According to the Ukranian cyber police, an unnamed man infected a bunch of his websites with Wannacry-like malware.
Police Search Reveals Intentional Infection
An unreliable Google translation makes it sound as if the man’s home had been invaded and police were investigating when they discovered his activities. Google’s translation reads:
While conducting searches in the apartment of an intruder, law enforcement officers removed the computer hardware of the attacker, bank cards, additional information carriers, and draft records. All seized is sent for examination.
However, CCN got hold of a native Russian speaker, Oleg Onishchuk, who says it reads more like:
During carrying out searches in the apartment of the violator, representatives of law enforcement agencies withdrew computer equipment of the offender, Bank cards, additional media, and drafts. All withdrawn is sent for examination.

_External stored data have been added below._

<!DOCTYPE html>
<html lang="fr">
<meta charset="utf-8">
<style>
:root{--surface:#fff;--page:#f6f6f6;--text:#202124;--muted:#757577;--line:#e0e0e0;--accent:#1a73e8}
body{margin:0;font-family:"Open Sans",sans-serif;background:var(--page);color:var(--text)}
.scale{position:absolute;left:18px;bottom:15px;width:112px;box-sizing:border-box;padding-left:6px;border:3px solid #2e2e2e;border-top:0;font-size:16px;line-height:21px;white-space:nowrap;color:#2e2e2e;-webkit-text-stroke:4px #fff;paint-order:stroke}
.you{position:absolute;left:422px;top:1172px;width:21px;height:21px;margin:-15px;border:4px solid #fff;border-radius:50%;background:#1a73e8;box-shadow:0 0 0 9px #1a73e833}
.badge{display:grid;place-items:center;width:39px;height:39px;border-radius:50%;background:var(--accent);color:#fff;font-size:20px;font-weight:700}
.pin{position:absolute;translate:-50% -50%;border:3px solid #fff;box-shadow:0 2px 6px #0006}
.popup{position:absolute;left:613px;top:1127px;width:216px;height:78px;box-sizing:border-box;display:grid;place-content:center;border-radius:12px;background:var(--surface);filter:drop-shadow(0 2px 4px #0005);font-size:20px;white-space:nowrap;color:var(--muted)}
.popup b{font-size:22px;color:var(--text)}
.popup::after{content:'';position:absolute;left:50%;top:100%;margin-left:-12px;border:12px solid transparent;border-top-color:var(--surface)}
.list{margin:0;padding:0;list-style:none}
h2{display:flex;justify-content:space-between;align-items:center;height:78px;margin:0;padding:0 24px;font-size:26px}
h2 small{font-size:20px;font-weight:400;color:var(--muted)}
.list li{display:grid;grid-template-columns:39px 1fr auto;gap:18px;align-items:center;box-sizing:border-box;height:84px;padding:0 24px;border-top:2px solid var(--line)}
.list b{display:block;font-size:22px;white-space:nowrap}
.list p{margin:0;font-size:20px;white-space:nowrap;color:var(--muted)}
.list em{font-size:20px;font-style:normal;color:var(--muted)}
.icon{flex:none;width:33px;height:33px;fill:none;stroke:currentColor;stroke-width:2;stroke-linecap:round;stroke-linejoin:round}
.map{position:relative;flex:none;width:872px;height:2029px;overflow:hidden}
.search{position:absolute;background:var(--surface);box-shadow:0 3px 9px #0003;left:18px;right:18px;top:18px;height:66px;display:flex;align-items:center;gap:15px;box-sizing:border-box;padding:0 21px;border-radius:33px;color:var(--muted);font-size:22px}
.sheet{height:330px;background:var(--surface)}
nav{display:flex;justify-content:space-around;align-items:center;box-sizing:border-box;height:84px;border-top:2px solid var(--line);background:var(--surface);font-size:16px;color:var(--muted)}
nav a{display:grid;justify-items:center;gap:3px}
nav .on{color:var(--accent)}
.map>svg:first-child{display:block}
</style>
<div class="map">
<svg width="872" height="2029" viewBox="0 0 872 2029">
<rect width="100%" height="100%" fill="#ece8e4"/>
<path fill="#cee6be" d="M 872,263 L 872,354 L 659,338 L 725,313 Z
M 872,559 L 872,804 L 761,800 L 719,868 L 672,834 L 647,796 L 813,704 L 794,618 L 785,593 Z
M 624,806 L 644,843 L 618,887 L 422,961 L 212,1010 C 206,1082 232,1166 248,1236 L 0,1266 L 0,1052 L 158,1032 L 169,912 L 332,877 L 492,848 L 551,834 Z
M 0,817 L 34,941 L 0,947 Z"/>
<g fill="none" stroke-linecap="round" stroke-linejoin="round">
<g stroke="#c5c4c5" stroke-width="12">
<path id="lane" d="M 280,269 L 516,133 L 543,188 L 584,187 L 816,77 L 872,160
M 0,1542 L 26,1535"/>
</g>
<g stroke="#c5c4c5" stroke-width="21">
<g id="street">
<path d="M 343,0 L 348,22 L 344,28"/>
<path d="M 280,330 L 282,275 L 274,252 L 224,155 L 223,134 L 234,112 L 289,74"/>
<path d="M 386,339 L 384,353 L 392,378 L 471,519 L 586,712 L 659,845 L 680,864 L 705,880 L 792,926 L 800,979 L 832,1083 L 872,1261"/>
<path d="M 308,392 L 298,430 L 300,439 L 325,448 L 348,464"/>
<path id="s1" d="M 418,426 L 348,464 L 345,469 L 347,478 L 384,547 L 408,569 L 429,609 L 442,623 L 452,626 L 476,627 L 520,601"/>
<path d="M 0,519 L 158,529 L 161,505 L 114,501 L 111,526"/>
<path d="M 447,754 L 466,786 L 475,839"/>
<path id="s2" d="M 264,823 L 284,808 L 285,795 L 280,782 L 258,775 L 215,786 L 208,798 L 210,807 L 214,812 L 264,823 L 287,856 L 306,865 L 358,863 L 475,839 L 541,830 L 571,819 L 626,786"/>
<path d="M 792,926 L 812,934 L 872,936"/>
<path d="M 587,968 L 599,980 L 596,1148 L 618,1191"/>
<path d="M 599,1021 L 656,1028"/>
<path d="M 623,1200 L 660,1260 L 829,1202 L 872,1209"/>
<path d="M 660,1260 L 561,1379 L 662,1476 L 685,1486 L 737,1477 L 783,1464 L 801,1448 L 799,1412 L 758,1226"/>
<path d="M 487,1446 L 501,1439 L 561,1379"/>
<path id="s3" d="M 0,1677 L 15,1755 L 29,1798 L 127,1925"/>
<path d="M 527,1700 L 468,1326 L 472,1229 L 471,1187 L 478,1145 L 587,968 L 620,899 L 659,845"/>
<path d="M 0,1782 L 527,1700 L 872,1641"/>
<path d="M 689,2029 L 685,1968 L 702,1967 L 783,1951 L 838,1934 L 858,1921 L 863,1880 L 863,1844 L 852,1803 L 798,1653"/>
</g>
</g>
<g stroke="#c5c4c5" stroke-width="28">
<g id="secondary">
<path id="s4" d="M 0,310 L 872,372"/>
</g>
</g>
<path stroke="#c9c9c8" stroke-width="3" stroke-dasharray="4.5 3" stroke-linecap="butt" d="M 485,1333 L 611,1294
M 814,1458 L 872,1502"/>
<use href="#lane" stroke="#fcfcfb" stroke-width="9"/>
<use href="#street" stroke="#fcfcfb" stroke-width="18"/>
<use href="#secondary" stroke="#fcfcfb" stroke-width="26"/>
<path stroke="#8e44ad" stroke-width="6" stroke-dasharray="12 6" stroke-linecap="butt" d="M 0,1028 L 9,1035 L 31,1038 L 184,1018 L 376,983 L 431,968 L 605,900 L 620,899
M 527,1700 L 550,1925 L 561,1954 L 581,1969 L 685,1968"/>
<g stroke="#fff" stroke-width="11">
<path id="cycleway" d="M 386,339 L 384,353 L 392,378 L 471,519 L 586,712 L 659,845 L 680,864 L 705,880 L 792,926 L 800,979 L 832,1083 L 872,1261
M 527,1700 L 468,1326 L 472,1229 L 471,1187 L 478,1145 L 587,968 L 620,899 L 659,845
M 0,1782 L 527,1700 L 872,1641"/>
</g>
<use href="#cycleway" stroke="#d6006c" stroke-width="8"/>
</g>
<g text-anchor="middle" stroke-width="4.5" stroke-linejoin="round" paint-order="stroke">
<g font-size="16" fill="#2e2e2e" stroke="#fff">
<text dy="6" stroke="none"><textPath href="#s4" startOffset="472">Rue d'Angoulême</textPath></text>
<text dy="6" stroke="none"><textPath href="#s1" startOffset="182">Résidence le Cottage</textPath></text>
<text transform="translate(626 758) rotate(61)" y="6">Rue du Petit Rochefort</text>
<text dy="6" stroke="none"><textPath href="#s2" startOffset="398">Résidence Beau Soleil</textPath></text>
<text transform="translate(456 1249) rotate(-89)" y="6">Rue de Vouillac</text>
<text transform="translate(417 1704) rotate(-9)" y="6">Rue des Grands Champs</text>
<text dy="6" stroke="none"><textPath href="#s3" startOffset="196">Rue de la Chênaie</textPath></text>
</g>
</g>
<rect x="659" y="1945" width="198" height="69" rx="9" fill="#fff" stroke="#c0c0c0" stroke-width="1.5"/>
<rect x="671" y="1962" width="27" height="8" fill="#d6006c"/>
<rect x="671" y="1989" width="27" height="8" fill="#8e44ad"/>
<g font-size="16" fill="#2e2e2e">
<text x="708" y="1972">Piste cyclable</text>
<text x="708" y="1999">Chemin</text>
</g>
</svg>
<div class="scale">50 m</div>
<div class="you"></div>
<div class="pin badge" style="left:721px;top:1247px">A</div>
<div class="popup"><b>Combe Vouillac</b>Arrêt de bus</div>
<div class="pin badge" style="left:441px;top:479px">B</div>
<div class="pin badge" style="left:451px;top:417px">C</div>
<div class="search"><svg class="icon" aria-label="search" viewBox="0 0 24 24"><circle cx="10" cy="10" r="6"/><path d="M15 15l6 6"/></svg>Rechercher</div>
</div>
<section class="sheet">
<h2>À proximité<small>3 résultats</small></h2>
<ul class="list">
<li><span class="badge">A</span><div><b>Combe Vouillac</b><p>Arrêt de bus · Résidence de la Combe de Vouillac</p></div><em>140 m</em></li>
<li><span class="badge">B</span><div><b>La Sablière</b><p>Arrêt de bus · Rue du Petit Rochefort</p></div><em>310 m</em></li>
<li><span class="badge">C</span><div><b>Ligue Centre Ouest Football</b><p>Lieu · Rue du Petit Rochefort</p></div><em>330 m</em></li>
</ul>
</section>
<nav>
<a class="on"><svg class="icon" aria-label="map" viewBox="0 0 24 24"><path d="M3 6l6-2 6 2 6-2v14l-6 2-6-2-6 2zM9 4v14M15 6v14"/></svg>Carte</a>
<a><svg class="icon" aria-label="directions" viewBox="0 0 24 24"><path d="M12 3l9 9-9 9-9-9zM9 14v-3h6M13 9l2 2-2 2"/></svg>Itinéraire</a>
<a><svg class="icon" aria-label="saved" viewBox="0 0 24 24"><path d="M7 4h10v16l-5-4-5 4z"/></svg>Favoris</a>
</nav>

This translation makes the situation more clear: police were investigating the unnamed individual and seized his computer equipment as part of the investigation. Once caught, they discovered he’d infected a number of his own websites with Wannacry-like malware in order to profit illegally.
Over 1 Million Users Per Month Exposed
Cryptojacking and ransomware have largely faded out of the public mindset, as anti-virus software has been updated to combat it mostly. However, there are several later versions of all major attack suites roaming in the wild, and unprotected web surfers may still be victimized.
Police say the man operated a number of informational websites, all of which he used to infect visitors with Wannacry or other forms of cryptojacking software. He faces up to 6 years in prison as per Ukranian anti-hacking laws. The sites were estimated to have up to 1.5 million visitors per month, which means the odds of the attacker earning something from his efforts are high.
Ukraine has been the target of numerous ransomware campaigns in the past, according to some outlets.
The police announcement doesn’t provide many other details of the investigation. It doesn’t discuss how much the alleged attacker may have earned in his criminal pursuit or how many computers he managed to infect, for example.
Some cryptocurrency-related malware campaigns are estimated to have earned billions of dollars a few years ago. Law enforcement agencies around the world took the issue very seriously and numerous arrests have been made. Ransomware, in particular, which is the locks the owner out of his computer until a ransom is paid, has stung numerous public agencies.
Most recently, the public defenders’ organization in Boston was targeted with a ransomware attack. They were able to “thwart” the attack by using their own backups, but effectively the attack took them offline for weeks.